Primary LanguageCGNU Lesser General Public License v3.0LGPL-3.0

Katu

Introduction

Katu is a library aimed to simulate the interaction of particles in plasma. It currently traces protons, neutrons, leptons, pions and neutrinos.

Installation

Katu requires gsl with cblas support and pthreads as dependencies and cmake as a make dependency.

Building the code is very simple and just requires creating a new directory:

mkdir build

configuring using cmake:

cd build && cmake ..

and making:

make

This will compile a static library in the folder src, five examples in the folder examples and a util in the tables folder.

Usage

Katu is mainly intended to be used as a library, but the examples can be used right away to produce results. In other cases, you can use them as simple templates from where to write your own programs.

Katu produces a lot of look-up tables (LUTs) and, even if I have tryed hard to optimize its creation, in some cases this has been impossible. So, the first step to launch any of the examples, or any program that relies on Katu is to create the Bethe-Heitler LUT. For that, you can use the program that should have been compiled in the tables folder.

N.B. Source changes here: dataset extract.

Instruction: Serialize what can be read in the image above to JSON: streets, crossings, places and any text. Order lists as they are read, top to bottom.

Before launching any of the examples, you have to make sure that the table that the generate_table_BH_ka program has created is called BH_KA_table.tab and is situated in a folder called tables in the same directory as the executable. Likewise, the file default.toml must be in the same directory. Like this:

 .
 |- executable
 |- default.toml
 |
 |-tables
 |   |
 |   |- BH_KA_table.tab

Launch any of the examples by passing default.toml (Or any other kind of configuration file, to be explained later) as first argument.

example_simple will simply simulate the blob until steady state and output the photon population at the end. example_data will also create a folder called data where it will dump information about every particle species every 10 steps. example_graphics will also use gnuplot to plot the resulting particle species every two steps. example_wrapper is a program ready to be used with the wrappers provided.

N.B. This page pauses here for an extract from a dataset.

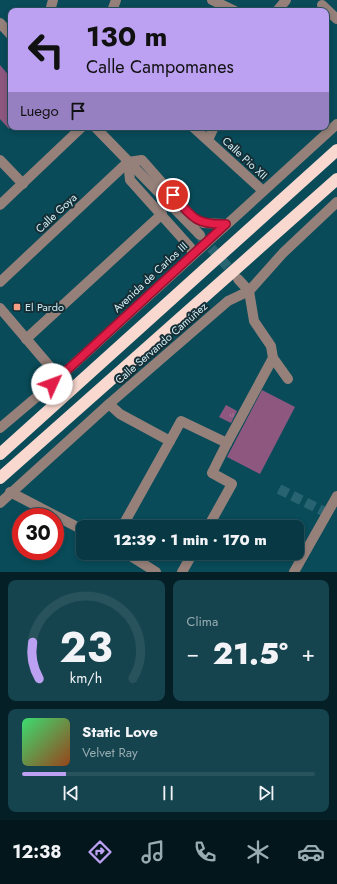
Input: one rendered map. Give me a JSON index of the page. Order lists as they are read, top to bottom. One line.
{"streets":{"street":["Calle Pio XII","Calle Goya","Avenida de Carlos III","Calle Servando Camúñez"]},"crossings":[["Calle Pio XII","Avenida de Carlos III"]],"places":{"transit":["El Pardo"]},"page":{"turn":["130 m","Calle Campomanes"],"then":"Luego","limit":"30","trip":"12:39 · 1 min · 170 m","tile":"Clima","heat":["−","21.5°","+"],"song":["Static Love","Velvet Ray"],"tabs":"12:38","gauge":["23","km/h"]}}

example_spheres is a bit different as it requires two configuration files to represent concentric spheres. This example will simulate two blobs, one inside the other and will output the photon population of the outer one at the end

Configuration

Configuring Katu is done with the Toml language. An example configuration can be found in the default.toml file. For the sake of completeness, an explanation of all the options is given here.

The [general] table refers to general options for the simulation and the plasma. For now, this table comprises both physical and numerical keys, although that might change in the future. The possible keys are:

  • density: The density of the background plasma
  • magnetic_field: The magnitude of the background magnetic field
  • eta: The ratio of protons to electrons in the background plasma
  • cfe_ratio: The ratio of charged to free escape
  • t_acc: The acceleration timescale
  • dt: The initial value of the time step
  • dt_max: The maximum value of the time step
  • t_max: The maximum simulation time
  • tol: The requested tolerance for the steady state

The [volume] table refers to options refered to the shape of the simulation volume.

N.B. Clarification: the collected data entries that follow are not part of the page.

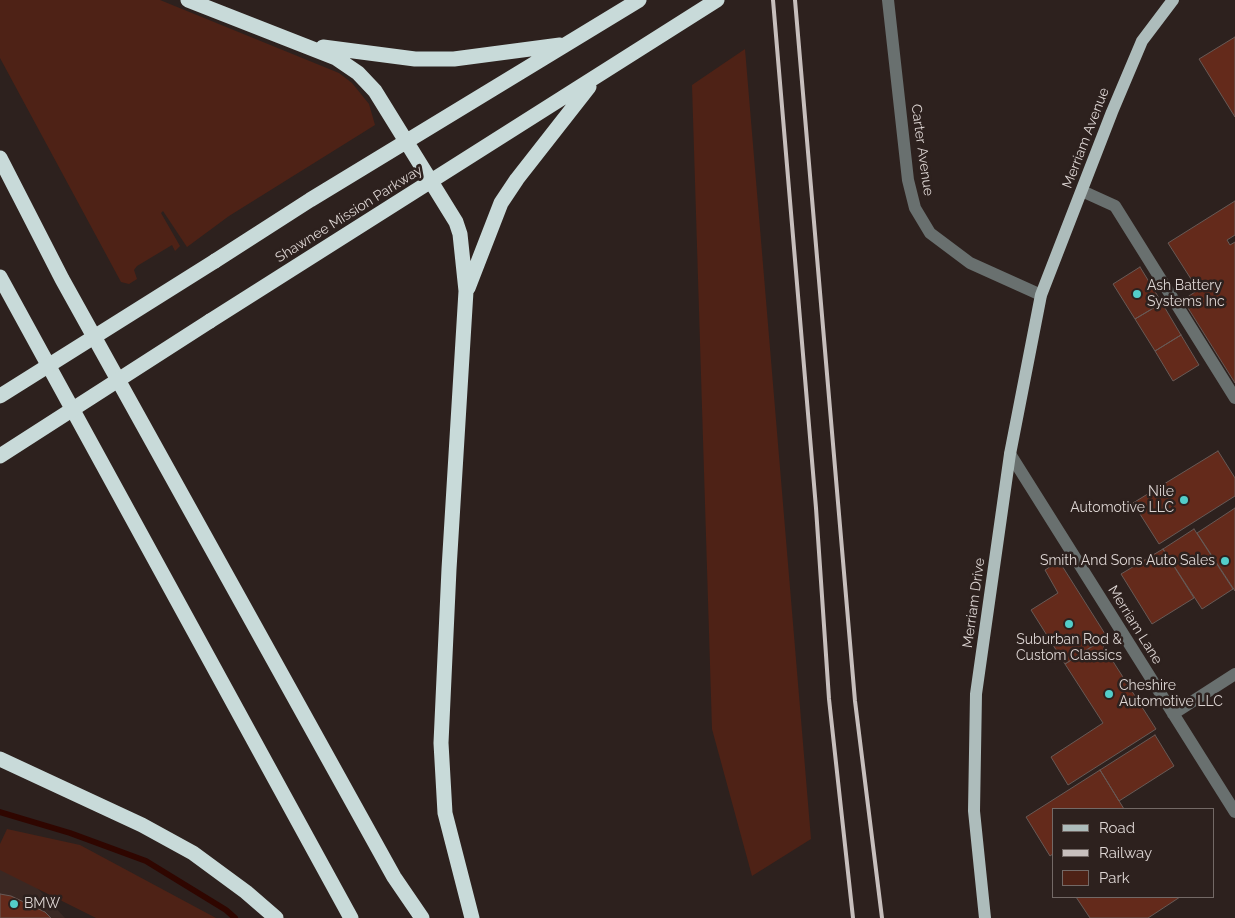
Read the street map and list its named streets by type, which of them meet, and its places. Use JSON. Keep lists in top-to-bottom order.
{
  "streets": {
    "highway": ["Shawnee Mission Parkway"],
    "main road": ["Merriam Avenue", "Merriam Drive"],
    "street": ["Carter Avenue", "Merriam Lane"]
  },
  "crossings": [
    ["Merriam Avenue", "Carter Avenue"],
    ["Merriam Avenue", "Merriam Drive"],
    ["Carter Avenue", "Merriam Drive"],
    ["Merriam Drive", "Merriam Lane"]
  ],
  "places": [
    "Ash Battery Systems Inc",
    "Nile Automotive LLC",
    "Smith And Sons Auto Sales",
    "Suburban Rod & Custom Classics",
    "Cheshire Automotive LLC",
    "BMW"
  ],
  "legend": ["Road", "Railway", "Park"]
}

  • shape: The shape of the volume, currently it supports "sphere" and "disk"
  • R: The radius of the volume
  • h: The height of the disk. (Only used for the disk shape)

The external_injection table refers to the injection of particles from outside the simulated volume. The possible keys are:

  • luminosity: The integrated luminosity of the injected particles
  • eta: The ratio of protons to electrons to inject.

Note that the subtable external_injection.photons also has luminosity as a key separated from the particle injection.

The distribution tables and subtables ([protons], [electrons] and [photons]) refer to the distribution of particles, their limits and number of bins. The available keys are:

  • gamma_min: The minimum value for gamma for protons and electrons
  • gamma_max: The maximum value for gamma for protons and electrons
  • epsilon_min: The minimum value for epsilon for photons
  • epsilon_max: The maximum value for epsilon for photons
  • size: The number of bins for the particle kind

Note that the distribution limits for the rest of the particle species are derived from these.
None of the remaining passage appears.